Mozart Piano Sonata No.5 in G major, K.283 Analysis 1


Bars 1-16: First Subject in Tonic. The first subject is a theme of ten bars (4 + 6), extended to sixteen by repetition of the second phrase. It ends with a perfect cadence in the tonic.

Bars 16-22: Bridge-passage or transition. The transition forms an ascending sequence, the latter part of which is written on an amplified variation of the initial figure. It modulates through C major and G major to D major, the dominant.

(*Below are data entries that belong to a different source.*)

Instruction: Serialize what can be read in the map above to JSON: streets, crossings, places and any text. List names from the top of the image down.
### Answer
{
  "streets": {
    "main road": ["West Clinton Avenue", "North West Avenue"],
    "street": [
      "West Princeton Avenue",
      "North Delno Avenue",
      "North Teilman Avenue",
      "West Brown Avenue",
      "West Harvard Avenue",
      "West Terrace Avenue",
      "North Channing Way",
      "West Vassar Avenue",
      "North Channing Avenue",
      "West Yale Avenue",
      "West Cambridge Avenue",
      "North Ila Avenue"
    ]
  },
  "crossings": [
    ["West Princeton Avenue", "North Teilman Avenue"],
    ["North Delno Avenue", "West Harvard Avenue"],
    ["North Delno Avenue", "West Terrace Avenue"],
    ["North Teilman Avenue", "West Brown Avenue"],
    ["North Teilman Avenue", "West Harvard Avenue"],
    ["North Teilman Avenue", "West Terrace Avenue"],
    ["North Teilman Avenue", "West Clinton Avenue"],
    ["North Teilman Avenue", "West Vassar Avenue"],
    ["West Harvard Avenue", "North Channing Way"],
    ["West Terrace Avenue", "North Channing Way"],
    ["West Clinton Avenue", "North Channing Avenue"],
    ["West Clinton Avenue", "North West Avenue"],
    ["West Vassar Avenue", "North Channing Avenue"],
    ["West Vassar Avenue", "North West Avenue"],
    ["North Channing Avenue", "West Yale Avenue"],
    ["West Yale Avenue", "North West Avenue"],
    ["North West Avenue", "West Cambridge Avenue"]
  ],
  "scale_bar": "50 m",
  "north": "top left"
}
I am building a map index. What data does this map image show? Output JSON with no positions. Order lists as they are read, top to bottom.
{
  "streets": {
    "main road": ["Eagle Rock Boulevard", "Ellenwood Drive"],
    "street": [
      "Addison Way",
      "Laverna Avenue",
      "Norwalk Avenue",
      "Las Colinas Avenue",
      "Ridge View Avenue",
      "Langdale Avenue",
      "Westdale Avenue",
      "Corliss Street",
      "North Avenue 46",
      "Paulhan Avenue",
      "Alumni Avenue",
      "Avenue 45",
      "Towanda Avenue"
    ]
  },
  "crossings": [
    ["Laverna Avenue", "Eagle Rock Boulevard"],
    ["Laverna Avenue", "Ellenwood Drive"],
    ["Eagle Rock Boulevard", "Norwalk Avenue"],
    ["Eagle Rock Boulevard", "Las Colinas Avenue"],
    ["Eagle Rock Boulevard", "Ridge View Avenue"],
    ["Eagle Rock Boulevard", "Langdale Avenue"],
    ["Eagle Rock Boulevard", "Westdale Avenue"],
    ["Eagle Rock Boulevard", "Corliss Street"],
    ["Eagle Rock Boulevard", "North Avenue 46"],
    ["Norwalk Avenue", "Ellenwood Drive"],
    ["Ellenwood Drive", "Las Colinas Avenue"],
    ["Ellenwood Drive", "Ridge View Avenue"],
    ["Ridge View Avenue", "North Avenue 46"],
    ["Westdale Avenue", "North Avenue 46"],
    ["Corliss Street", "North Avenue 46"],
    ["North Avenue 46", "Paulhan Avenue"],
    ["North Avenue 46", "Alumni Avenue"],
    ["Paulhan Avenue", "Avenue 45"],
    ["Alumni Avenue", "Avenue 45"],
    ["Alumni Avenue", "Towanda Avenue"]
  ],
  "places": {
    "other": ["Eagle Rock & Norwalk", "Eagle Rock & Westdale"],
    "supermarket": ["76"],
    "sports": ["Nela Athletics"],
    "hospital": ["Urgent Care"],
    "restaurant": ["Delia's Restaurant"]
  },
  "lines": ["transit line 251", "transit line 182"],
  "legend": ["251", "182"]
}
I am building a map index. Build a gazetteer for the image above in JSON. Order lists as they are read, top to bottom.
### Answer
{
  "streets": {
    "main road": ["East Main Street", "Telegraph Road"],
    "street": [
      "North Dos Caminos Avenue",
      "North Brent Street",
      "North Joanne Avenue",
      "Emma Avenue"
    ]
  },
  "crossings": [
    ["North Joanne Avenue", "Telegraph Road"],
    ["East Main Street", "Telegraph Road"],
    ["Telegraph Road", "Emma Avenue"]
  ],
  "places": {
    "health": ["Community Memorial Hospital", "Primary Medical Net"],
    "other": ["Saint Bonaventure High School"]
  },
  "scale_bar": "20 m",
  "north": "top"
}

Bars 23-53: Second Subject in D major (Dominant). The second subject divides into two sections (Bars 23-43 and 43-53). The first section commences with a four-bar phrase which is repeated varied (Bars 27-30). In the latter part of the section, however, the proportion of the sentence which is repeated is more unusual, for, after a full cadence in D major, Bars 37-38, we find five out of the previous seven bars given out a second time. In Bar 34 (repeated Bar 39) the inversion of the previous parts should be noted, as also the third and fifth chords which are the third inversion of the dominant minor ninth in A major and G major, respectively, through which keys the music momentarily passes. The second section (Bars 43-53) commences with the opening figure of the transition taken in the treble with imitation, at the fourth (eleventh) below, in the bass. Bars 45-46 are founded on the opening bars of the first section of the subject (compare with Bars 23-24); Bars 48-50 form a varied repetition of Bars 45-47. The section ends with a perfect cadence, twice repeated, over a short tonic pedal.

Double bar and repeat.


Bars 54-62: New Melody.

Bars 62-71: Passage modulating and leading to Recapitulation. The passage on D, Bars 62-68, over which a descending sequence is written, should be noted. It starts as the tonic in D major, but a modulation to G major (Bar 63) converts it into the dominant of the latter key. Characteristic figures on dominant harmony lead to the recapitulation of the first subject, Bar 71.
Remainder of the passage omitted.